» **WORK TASK**
Look through the data for the string "down". Copy every line where it is found.
"""
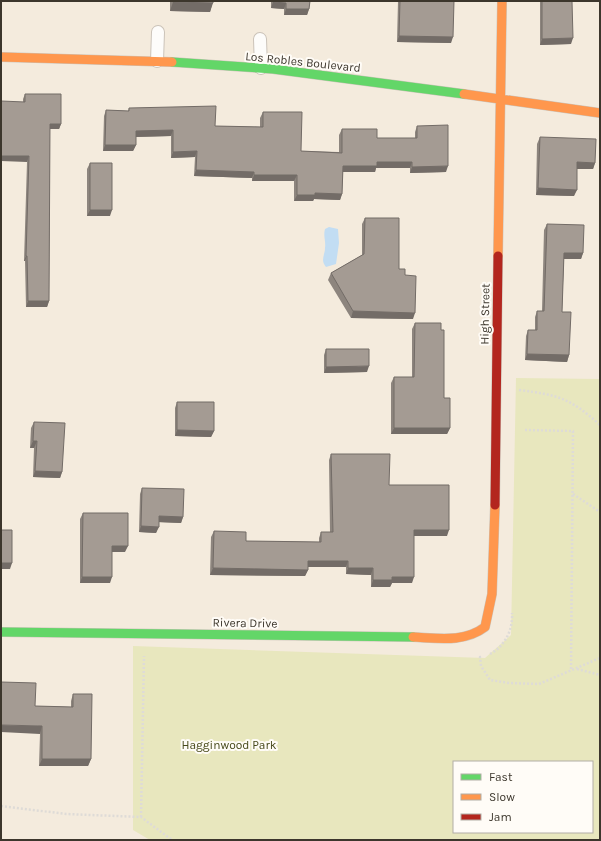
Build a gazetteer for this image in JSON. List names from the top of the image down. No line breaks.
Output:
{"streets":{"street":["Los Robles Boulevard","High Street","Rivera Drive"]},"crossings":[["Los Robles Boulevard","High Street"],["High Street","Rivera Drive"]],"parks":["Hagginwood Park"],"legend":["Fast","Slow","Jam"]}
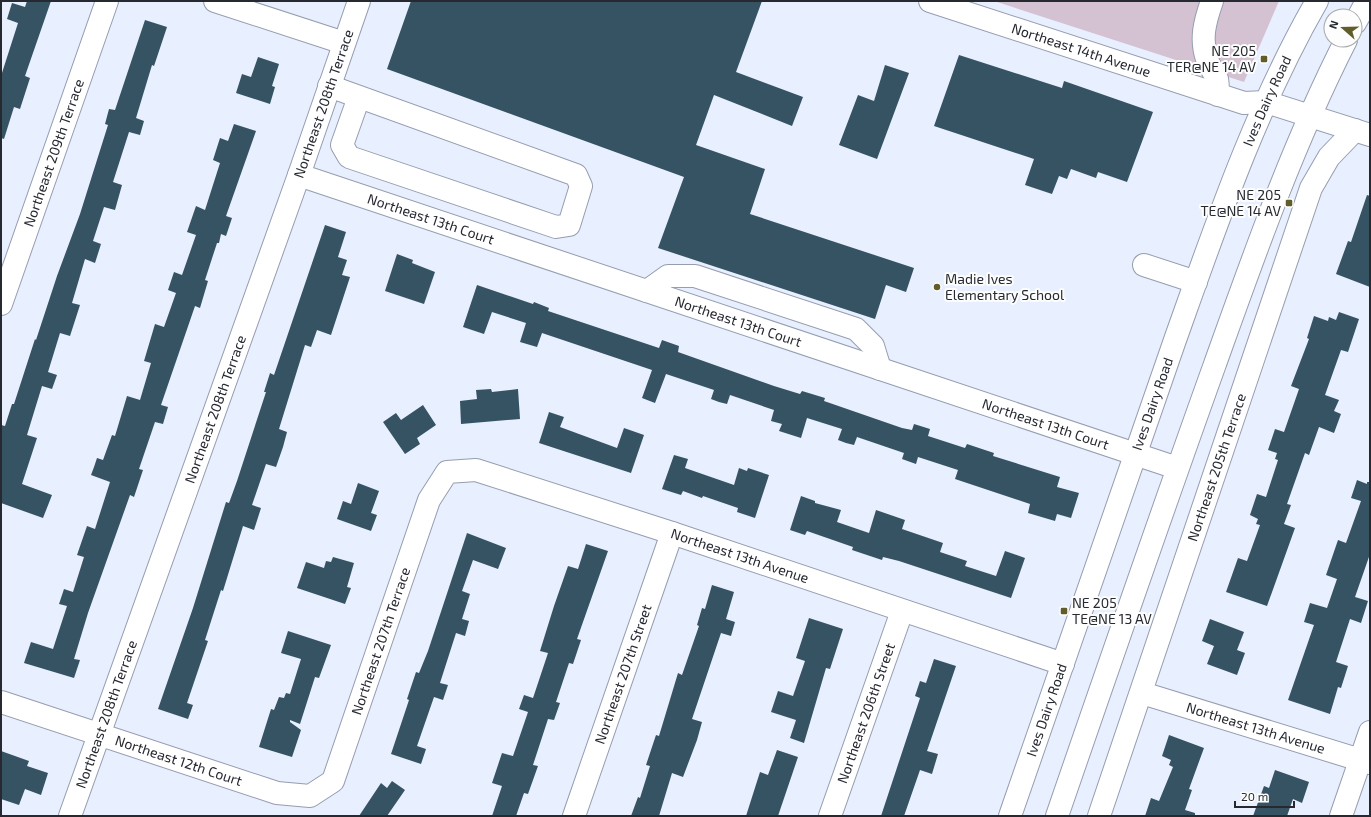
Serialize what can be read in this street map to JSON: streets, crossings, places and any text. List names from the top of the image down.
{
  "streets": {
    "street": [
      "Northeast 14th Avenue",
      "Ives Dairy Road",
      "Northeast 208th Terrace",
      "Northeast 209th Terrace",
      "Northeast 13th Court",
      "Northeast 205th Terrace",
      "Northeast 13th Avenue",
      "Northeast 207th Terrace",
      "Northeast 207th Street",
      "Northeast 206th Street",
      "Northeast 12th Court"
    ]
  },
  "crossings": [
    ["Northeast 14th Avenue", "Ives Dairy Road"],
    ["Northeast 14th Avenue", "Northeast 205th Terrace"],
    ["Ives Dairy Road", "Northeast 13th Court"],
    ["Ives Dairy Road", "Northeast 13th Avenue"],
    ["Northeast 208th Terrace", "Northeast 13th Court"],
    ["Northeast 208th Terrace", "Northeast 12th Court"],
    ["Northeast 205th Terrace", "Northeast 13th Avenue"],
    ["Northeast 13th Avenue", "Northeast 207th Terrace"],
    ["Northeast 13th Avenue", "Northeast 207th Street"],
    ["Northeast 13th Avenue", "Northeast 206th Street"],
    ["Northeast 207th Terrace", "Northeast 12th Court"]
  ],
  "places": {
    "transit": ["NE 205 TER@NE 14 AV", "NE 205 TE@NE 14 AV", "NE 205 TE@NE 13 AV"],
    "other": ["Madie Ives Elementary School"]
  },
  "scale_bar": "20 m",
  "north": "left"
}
"""
» **PROBLEM SOLUTION**
Build a gazetteer for this image in JSON. List names from the top of the image down. No line breaks.
Serialize what can be read in this street map to JSON: streets, crossings, places and any text. List names from the top of the image down.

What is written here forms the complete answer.